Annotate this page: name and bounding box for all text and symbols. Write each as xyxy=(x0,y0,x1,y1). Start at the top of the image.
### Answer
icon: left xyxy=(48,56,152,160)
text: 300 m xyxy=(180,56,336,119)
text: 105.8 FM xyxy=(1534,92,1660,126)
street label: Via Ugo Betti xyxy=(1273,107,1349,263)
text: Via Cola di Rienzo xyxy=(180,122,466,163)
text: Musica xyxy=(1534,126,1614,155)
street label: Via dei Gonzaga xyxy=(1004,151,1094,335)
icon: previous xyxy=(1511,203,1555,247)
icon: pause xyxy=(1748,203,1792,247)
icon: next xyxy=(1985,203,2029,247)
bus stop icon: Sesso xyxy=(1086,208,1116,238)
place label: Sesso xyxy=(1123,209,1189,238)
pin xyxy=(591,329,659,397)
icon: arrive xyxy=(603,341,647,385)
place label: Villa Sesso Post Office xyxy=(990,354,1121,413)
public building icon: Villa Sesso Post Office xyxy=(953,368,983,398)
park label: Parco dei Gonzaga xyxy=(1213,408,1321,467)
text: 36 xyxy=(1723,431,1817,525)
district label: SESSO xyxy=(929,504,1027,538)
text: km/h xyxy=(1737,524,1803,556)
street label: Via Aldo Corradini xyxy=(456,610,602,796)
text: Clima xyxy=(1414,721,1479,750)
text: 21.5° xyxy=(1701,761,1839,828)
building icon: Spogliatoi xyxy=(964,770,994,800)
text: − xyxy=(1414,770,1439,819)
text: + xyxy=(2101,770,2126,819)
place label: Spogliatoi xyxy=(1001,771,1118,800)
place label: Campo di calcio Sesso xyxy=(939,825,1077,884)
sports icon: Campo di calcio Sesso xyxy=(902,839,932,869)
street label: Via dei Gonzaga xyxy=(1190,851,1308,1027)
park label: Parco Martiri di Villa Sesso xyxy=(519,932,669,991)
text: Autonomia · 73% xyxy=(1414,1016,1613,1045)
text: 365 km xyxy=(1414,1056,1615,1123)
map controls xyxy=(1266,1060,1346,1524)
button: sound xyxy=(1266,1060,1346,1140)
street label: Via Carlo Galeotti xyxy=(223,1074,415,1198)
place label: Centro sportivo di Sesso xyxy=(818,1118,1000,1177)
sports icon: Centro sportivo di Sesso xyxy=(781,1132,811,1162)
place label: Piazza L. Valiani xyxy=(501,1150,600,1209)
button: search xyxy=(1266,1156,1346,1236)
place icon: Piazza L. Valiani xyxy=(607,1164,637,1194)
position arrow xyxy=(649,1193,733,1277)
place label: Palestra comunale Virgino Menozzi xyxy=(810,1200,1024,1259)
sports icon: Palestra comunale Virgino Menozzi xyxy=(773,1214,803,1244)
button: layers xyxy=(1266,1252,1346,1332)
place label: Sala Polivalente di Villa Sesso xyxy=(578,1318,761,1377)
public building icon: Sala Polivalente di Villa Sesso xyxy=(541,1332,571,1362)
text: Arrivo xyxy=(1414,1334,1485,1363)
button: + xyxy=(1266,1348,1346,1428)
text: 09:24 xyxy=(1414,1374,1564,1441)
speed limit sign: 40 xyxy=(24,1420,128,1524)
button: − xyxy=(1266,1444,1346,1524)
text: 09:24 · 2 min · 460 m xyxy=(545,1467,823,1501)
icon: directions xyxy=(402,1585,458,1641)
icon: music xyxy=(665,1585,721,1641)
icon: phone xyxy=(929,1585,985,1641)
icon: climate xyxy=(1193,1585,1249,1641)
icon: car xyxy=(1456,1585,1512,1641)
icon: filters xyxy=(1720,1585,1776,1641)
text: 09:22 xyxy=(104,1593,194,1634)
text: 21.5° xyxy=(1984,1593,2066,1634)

**WHAT THE TASK ASKS:** Nothing but an exact repetition of the entries is expected here.

**REPLY:**
Annotate this page: name and bounding box for all text and symbols. Write each as xyxy=(x0,y0,x1,y1). Start at the top of the image.
### Answer
icon: left xyxy=(48,56,152,160)
text: 300 m xyxy=(180,56,336,119)
text: 105.8 FM xyxy=(1534,92,1660,126)
street label: Via Ugo Betti xyxy=(1273,107,1349,263)
text: Via Cola di Rienzo xyxy=(180,122,466,163)
text: Musica xyxy=(1534,126,1614,155)
street label: Via dei Gonzaga xyxy=(1004,151,1094,335)
icon: previous xyxy=(1511,203,1555,247)
icon: pause xyxy=(1748,203,1792,247)
icon: next xyxy=(1985,203,2029,247)
bus stop icon: Sesso xyxy=(1086,208,1116,238)
place label: Sesso xyxy=(1123,209,1189,238)
pin xyxy=(591,329,659,397)
icon: arrive xyxy=(603,341,647,385)
place label: Villa Sesso Post Office xyxy=(990,354,1121,413)
public building icon: Villa Sesso Post Office xyxy=(953,368,983,398)
park label: Parco dei Gonzaga xyxy=(1213,408,1321,467)
text: 36 xyxy=(1723,431,1817,525)
district label: SESSO xyxy=(929,504,1027,538)
text: km/h xyxy=(1737,524,1803,556)
street label: Via Aldo Corradini xyxy=(456,610,602,796)
text: Clima xyxy=(1414,721,1479,750)
text: 21.5° xyxy=(1701,761,1839,828)
building icon: Spogliatoi xyxy=(964,770,994,800)
text: − xyxy=(1414,770,1439,819)
text: + xyxy=(2101,770,2126,819)
place label: Spogliatoi xyxy=(1001,771,1118,800)
place label: Campo di calcio Sesso xyxy=(939,825,1077,884)
sports icon: Campo di calcio Sesso xyxy=(902,839,932,869)
street label: Via dei Gonzaga xyxy=(1190,851,1308,1027)
park label: Parco Martiri di Villa Sesso xyxy=(519,932,669,991)
text: Autonomia · 73% xyxy=(1414,1016,1613,1045)
text: 365 km xyxy=(1414,1056,1615,1123)
map controls xyxy=(1266,1060,1346,1524)
button: sound xyxy=(1266,1060,1346,1140)
street label: Via Carlo Galeotti xyxy=(223,1074,415,1198)
place label: Centro sportivo di Sesso xyxy=(818,1118,1000,1177)
sports icon: Centro sportivo di Sesso xyxy=(781,1132,811,1162)
place label: Piazza L. Valiani xyxy=(501,1150,600,1209)
button: search xyxy=(1266,1156,1346,1236)
place icon: Piazza L. Valiani xyxy=(607,1164,637,1194)
position arrow xyxy=(649,1193,733,1277)
place label: Palestra comunale Virgino Menozzi xyxy=(810,1200,1024,1259)
sports icon: Palestra comunale Virgino Menozzi xyxy=(773,1214,803,1244)
button: layers xyxy=(1266,1252,1346,1332)
place label: Sala Polivalente di Villa Sesso xyxy=(578,1318,761,1377)
public building icon: Sala Polivalente di Villa Sesso xyxy=(541,1332,571,1362)
text: Arrivo xyxy=(1414,1334,1485,1363)
button: + xyxy=(1266,1348,1346,1428)
text: 09:24 xyxy=(1414,1374,1564,1441)
speed limit sign: 40 xyxy=(24,1420,128,1524)
button: − xyxy=(1266,1444,1346,1524)
text: 09:24 · 2 min · 460 m xyxy=(545,1467,823,1501)
icon: directions xyxy=(402,1585,458,1641)
icon: music xyxy=(665,1585,721,1641)
icon: phone xyxy=(929,1585,985,1641)
icon: climate xyxy=(1193,1585,1249,1641)
icon: car xyxy=(1456,1585,1512,1641)
icon: filters xyxy=(1720,1585,1776,1641)
text: 09:22 xyxy=(104,1593,194,1634)
text: 21.5° xyxy=(1984,1593,2066,1634)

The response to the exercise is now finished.